Task requirements: All that is needed is the listing, given back exactly.
── Available data
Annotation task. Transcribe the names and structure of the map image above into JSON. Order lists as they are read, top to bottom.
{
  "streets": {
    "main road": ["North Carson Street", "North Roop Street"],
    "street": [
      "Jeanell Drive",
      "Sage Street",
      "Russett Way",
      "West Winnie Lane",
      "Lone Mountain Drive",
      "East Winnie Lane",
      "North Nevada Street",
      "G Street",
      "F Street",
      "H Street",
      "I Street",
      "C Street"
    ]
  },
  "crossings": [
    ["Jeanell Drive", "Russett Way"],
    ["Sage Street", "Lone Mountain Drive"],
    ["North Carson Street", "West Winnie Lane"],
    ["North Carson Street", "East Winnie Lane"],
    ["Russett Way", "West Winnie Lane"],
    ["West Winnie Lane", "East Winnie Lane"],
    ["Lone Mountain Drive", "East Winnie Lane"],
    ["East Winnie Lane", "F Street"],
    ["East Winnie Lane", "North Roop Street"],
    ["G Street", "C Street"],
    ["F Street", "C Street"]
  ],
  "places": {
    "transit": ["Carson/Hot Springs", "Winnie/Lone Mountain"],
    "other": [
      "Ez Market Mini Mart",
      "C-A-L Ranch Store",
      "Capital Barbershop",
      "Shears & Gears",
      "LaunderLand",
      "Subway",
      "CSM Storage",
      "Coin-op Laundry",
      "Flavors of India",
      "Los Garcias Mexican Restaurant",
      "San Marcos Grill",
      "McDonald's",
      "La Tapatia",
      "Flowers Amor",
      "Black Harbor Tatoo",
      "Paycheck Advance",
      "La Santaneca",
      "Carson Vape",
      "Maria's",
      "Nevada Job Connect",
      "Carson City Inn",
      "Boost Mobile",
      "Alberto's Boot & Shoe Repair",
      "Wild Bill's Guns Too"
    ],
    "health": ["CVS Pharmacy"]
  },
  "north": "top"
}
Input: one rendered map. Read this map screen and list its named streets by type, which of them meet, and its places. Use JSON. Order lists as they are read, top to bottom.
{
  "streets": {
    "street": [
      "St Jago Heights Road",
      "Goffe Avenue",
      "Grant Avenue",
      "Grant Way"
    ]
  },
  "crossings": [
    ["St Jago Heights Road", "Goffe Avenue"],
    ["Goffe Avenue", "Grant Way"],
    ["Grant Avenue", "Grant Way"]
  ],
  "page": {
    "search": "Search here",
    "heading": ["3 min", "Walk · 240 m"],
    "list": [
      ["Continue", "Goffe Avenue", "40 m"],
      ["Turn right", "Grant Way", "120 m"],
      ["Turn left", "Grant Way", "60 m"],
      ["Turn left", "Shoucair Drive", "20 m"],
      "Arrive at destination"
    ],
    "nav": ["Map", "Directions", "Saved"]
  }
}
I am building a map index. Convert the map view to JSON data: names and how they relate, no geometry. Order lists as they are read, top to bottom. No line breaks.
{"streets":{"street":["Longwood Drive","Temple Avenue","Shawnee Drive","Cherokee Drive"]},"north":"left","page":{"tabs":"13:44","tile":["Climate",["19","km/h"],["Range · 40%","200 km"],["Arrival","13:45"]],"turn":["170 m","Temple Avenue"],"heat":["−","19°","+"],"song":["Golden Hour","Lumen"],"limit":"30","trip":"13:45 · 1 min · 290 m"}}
────
Written reply:
Annotation task. Transcribe the names and structure of the map image above into JSON. Order lists as they are read, top to bottom.
{
  "streets": {
    "main road": ["North Carson Street", "North Roop Street"],
    "street": [
      "Jeanell Drive",
      "Sage Street",
      "Russett Way",
      "West Winnie Lane",
      "Lone Mountain Drive",
      "East Winnie Lane",
      "North Nevada Street",
      "G Street",
      "F Street",
      "H Street",
      "I Street",
      "C Street"
    ]
  },
  "crossings": [
    ["Jeanell Drive", "Russett Way"],
    ["Sage Street", "Lone Mountain Drive"],
    ["North Carson Street", "West Winnie Lane"],
    ["North Carson Street", "East Winnie Lane"],
    ["Russett Way", "West Winnie Lane"],
    ["West Winnie Lane", "East Winnie Lane"],
    ["Lone Mountain Drive", "East Winnie Lane"],
    ["East Winnie Lane", "F Street"],
    ["East Winnie Lane", "North Roop Street"],
    ["G Street", "C Street"],
    ["F Street", "C Street"]
  ],
  "places": {
    "transit": ["Carson/Hot Springs", "Winnie/Lone Mountain"],
    "other": [
      "Ez Market Mini Mart",
      "C-A-L Ranch Store",
      "Capital Barbershop",
      "Shears & Gears",
      "LaunderLand",
      "Subway",
      "CSM Storage",
      "Coin-op Laundry",
      "Flavors of India",
      "Los Garcias Mexican Restaurant",
      "San Marcos Grill",
      "McDonald's",
      "La Tapatia",
      "Flowers Amor",
      "Black Harbor Tatoo",
      "Paycheck Advance",
      "La Santaneca",
      "Carson Vape",
      "Maria's",
      "Nevada Job Connect",
      "Carson City Inn",
      "Boost Mobile",
      "Alberto's Boot & Shoe Repair",
      "Wild Bill's Guns Too"
    ],
    "health": ["CVS Pharmacy"]
  },
  "north": "top"
}
Input: one rendered map. Read this map screen and list its named streets by type, which of them meet, and its places. Use JSON. Order lists as they are read, top to bottom.
{
  "streets": {
    "street": [
      "St Jago Heights Road",
      "Goffe Avenue",
      "Grant Avenue",
      "Grant Way"
    ]
  },
  "crossings": [
    ["St Jago Heights Road", "Goffe Avenue"],
    ["Goffe Avenue", "Grant Way"],
    ["Grant Avenue", "Grant Way"]
  ],
  "page": {
    "search": "Search here",
    "heading": ["3 min", "Walk · 240 m"],
    "list": [
      ["Continue", "Goffe Avenue", "40 m"],
      ["Turn right", "Grant Way", "120 m"],
      ["Turn left", "Grant Way", "60 m"],
      ["Turn left", "Shoucair Drive", "20 m"],
      "Arrive at destination"
    ],
    "nav": ["Map", "Directions", "Saved"]
  }
}
I am building a map index. Convert the map view to JSON data: names and how they relate, no geometry. Order lists as they are read, top to bottom. No line breaks.
{"streets":{"street":["Longwood Drive","Temple Avenue","Shawnee Drive","Cherokee Drive"]},"north":"left","page":{"tabs":"13:44","tile":["Climate",["19","km/h"],["Range · 40%","200 km"],["Arrival","13:45"]],"turn":["170 m","Temple Avenue"],"heat":["−","19°","+"],"song":["Golden Hour","Lumen"],"limit":"30","trip":"13:45 · 1 min · 290 m"}}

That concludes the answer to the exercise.